Check each line below for the word "body", and copy those that have it.
START Supplied records
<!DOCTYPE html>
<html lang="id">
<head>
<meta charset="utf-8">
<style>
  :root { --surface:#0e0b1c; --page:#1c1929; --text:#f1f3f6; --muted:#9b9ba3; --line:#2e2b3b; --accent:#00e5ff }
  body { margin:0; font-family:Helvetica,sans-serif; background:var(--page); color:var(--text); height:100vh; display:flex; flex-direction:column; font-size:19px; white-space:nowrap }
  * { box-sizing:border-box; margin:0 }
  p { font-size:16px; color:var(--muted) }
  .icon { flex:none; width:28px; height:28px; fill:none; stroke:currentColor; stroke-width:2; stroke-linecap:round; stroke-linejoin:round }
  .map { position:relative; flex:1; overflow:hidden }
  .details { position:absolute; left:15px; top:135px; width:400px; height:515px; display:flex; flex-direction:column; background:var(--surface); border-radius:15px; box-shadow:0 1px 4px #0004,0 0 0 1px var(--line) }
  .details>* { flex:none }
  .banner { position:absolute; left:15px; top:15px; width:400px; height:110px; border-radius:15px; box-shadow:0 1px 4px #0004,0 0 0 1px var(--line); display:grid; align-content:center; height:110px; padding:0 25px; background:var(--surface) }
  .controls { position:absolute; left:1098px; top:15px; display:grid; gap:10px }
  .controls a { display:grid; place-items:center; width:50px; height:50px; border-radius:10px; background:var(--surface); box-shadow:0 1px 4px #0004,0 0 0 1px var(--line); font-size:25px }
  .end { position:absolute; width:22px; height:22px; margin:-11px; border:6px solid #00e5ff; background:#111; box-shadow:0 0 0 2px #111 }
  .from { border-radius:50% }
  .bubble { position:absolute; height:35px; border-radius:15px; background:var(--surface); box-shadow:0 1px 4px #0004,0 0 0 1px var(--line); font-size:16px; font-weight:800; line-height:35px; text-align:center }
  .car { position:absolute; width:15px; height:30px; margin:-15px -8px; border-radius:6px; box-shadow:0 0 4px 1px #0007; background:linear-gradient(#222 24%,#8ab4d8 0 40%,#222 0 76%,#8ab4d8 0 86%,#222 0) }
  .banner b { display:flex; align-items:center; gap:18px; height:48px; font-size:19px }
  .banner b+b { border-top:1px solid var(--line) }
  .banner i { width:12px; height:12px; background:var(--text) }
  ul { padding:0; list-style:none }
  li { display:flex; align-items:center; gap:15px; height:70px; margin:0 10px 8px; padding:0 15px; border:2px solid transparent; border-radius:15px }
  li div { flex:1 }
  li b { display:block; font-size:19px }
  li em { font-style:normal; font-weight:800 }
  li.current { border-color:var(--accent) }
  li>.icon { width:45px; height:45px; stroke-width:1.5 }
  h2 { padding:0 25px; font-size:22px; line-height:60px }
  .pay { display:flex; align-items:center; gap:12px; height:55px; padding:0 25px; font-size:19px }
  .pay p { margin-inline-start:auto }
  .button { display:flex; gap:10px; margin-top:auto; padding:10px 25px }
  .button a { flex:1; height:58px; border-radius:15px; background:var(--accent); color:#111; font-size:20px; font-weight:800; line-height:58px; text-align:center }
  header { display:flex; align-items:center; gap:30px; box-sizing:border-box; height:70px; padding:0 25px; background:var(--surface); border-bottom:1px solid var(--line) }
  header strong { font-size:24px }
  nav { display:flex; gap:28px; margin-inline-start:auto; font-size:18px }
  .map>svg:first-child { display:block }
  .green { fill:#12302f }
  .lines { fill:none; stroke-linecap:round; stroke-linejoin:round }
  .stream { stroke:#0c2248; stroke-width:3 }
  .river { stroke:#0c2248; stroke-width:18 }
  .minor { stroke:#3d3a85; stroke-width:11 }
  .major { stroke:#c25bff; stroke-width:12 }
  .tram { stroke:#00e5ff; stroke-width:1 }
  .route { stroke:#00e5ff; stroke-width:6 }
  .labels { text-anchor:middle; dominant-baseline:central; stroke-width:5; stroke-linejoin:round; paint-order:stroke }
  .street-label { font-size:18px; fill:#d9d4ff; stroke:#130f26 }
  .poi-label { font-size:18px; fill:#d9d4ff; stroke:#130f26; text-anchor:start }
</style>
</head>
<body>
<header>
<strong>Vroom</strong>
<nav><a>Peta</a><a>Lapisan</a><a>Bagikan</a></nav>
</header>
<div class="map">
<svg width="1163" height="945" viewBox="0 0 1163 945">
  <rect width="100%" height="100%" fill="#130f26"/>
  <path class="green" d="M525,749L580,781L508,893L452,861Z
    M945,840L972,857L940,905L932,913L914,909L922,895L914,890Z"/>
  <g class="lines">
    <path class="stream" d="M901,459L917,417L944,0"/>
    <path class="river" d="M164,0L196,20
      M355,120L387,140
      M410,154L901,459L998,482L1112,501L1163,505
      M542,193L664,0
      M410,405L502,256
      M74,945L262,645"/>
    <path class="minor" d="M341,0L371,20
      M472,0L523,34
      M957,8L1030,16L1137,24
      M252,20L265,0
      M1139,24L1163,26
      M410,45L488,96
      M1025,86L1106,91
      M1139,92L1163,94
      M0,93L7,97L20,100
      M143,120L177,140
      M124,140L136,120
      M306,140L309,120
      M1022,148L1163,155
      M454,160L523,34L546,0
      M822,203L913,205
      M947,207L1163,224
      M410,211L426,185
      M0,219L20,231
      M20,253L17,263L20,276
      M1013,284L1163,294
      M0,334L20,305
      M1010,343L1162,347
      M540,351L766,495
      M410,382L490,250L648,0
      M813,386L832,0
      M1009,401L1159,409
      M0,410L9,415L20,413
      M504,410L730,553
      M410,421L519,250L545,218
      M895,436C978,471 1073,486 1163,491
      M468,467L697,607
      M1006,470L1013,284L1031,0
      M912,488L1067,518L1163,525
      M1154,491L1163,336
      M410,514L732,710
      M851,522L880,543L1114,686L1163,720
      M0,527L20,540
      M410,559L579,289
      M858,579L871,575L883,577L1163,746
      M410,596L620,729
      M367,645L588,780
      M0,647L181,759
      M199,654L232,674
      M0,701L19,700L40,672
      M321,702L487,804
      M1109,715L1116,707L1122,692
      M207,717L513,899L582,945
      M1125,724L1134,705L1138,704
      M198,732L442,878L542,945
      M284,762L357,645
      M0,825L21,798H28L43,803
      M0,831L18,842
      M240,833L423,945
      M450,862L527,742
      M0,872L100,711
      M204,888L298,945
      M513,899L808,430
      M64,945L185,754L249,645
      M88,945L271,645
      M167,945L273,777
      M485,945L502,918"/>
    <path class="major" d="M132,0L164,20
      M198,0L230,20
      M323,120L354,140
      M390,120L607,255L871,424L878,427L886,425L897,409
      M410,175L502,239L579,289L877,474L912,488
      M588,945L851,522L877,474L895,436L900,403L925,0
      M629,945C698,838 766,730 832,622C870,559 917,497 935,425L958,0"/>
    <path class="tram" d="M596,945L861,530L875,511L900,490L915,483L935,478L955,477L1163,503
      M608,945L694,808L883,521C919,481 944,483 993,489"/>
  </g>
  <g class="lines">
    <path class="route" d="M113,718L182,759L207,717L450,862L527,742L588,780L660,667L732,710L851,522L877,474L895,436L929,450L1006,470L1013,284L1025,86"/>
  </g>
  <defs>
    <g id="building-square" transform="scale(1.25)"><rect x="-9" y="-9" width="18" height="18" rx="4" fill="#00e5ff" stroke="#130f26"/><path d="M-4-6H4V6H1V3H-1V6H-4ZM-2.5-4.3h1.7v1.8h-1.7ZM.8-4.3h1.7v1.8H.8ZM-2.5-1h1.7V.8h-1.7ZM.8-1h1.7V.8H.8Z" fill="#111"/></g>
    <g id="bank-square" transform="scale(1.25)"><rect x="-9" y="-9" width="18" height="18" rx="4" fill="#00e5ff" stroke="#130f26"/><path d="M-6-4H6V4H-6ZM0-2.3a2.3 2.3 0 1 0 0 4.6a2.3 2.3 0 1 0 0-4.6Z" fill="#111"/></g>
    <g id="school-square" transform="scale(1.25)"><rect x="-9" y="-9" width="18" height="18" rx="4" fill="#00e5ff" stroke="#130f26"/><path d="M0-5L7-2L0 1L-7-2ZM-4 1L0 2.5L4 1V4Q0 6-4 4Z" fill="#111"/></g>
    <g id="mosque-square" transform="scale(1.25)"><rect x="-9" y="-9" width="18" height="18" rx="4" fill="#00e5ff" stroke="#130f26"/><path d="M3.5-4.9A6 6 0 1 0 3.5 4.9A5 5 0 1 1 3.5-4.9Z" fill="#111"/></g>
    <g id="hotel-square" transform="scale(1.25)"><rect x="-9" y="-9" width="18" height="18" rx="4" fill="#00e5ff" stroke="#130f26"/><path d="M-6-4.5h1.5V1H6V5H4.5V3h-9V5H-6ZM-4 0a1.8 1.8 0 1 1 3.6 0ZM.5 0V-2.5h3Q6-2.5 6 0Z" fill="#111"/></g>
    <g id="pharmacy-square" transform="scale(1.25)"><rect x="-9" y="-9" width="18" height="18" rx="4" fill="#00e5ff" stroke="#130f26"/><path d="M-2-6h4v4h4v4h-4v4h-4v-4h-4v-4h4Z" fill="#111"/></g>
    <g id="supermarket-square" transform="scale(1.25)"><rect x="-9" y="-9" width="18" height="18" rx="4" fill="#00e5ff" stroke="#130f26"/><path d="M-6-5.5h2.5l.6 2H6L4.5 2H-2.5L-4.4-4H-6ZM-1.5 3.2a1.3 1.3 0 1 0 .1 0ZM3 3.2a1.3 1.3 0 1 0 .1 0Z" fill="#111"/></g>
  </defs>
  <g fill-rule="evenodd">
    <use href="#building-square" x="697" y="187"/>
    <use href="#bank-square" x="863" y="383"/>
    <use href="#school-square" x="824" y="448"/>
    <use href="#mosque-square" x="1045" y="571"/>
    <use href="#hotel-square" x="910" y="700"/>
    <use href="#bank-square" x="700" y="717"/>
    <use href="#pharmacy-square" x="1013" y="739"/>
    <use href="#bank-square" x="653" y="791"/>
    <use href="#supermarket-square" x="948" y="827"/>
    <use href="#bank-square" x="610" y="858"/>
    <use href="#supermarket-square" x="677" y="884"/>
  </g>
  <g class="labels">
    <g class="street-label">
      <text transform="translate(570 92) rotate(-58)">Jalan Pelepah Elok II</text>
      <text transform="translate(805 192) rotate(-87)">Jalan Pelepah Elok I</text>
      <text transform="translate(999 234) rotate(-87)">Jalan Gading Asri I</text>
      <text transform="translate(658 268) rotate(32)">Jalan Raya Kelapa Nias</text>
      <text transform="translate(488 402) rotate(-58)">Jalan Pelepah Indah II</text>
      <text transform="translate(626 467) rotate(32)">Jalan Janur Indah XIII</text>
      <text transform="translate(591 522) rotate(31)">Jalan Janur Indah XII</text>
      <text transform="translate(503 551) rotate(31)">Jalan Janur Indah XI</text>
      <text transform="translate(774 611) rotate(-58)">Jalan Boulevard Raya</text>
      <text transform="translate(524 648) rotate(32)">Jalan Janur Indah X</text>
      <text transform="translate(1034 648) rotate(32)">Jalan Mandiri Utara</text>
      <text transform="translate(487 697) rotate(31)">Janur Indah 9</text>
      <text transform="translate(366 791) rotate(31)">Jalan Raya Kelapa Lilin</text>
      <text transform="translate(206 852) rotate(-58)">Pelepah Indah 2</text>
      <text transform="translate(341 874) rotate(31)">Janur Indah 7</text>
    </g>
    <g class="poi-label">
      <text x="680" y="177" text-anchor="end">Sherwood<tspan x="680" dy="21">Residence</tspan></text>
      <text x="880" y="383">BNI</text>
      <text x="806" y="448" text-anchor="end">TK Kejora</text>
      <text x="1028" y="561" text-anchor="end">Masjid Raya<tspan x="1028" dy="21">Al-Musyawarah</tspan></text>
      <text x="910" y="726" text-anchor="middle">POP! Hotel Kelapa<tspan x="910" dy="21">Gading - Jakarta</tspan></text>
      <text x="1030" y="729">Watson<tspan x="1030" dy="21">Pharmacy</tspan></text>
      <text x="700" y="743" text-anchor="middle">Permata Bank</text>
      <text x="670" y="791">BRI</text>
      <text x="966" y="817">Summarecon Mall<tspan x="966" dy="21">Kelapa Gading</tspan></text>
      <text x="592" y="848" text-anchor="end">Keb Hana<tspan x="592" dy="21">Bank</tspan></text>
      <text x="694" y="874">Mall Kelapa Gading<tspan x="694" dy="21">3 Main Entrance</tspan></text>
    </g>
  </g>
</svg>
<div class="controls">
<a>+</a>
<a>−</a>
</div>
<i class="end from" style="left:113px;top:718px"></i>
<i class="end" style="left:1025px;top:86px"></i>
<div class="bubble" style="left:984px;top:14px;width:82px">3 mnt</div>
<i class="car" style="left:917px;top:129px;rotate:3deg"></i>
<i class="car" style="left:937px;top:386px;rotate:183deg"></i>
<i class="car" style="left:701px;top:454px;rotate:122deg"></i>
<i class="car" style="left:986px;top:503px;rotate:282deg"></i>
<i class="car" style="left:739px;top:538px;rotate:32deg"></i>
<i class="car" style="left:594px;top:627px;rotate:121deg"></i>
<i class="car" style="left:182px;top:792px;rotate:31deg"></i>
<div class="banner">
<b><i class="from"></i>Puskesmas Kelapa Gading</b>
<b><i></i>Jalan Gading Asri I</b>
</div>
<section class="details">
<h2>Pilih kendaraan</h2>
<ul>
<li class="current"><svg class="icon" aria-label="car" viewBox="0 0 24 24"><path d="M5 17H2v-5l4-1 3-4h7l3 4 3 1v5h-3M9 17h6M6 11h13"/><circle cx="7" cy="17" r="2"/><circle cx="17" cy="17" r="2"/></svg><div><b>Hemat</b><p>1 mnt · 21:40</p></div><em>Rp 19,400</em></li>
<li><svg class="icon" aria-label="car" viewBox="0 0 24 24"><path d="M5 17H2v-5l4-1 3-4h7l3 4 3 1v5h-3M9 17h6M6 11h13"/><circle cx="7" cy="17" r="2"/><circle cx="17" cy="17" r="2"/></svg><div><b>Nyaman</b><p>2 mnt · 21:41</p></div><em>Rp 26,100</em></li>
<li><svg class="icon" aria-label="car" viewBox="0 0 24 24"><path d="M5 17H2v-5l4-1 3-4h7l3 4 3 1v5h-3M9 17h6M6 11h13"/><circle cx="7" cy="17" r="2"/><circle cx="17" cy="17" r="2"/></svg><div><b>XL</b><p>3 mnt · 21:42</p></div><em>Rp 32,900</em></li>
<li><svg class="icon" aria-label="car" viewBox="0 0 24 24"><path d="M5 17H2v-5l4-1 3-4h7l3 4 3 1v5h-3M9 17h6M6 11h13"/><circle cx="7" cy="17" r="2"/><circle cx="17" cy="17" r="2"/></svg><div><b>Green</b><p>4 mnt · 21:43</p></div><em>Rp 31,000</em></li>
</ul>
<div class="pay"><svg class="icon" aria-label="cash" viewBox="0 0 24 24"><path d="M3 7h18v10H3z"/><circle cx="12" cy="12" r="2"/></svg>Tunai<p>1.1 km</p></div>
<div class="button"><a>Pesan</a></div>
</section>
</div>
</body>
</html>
END Supplied records
## [Written response]
  body { margin:0; font-family:Helvetica,sans-serif; background:var(--page); color:var(--text); height:100vh; display:flex; flex-direction:column; font-size:19px; white-space:nowrap }
<body>
</body>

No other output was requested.